▶ Data to examine
▬▬▬▬▬▬
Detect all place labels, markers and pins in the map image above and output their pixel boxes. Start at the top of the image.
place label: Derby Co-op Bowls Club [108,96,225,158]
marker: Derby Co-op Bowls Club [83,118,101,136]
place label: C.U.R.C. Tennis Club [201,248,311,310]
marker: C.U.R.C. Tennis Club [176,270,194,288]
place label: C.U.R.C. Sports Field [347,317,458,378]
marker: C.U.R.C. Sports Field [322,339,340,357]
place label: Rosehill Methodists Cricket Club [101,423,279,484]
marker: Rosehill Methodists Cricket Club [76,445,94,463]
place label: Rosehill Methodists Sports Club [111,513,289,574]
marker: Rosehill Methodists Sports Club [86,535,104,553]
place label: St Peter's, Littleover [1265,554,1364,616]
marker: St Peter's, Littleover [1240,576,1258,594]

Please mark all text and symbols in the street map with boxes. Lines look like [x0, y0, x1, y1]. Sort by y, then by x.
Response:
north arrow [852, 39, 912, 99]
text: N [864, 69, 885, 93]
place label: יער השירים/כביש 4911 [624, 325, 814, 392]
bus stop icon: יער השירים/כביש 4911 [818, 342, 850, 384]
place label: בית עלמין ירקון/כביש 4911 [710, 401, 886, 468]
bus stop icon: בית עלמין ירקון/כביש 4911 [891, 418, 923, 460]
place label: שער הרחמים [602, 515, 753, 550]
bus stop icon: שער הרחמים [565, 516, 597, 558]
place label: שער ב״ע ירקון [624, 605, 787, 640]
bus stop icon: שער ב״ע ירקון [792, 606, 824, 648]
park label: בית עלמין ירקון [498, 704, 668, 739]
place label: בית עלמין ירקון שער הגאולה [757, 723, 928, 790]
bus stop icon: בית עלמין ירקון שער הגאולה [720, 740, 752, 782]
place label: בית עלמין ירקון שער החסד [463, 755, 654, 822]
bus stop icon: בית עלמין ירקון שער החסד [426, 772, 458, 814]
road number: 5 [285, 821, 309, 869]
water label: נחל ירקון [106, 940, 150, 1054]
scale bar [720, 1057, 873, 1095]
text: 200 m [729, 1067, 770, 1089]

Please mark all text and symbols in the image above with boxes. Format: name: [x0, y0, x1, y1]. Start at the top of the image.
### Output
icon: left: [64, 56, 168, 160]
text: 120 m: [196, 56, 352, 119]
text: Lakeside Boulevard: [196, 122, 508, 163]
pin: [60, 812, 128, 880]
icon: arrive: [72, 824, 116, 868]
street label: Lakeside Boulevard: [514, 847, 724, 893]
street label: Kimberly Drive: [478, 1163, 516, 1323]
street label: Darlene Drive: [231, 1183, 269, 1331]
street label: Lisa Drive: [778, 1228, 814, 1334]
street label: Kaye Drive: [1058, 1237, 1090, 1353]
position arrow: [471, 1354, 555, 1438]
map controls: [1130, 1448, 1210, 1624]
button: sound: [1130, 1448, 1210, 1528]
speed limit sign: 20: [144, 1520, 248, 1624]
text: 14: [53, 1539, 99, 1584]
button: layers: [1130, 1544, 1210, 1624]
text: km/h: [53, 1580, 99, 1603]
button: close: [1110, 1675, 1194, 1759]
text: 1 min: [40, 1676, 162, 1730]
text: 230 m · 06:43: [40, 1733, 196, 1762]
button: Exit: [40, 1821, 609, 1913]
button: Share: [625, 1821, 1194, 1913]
▬▬▬▬▬▬
▶ Instructions to follow
Find the word "above" in the records. Copy every line it appears in.

▶ Solved problem
Detect all place labels, markers and pins in the map image above and output their pixel boxes. Start at the top of the image.
Please mark all text and symbols in the image above with boxes. Format: name: [x0, y0, x1, y1]. Start at the top of the image.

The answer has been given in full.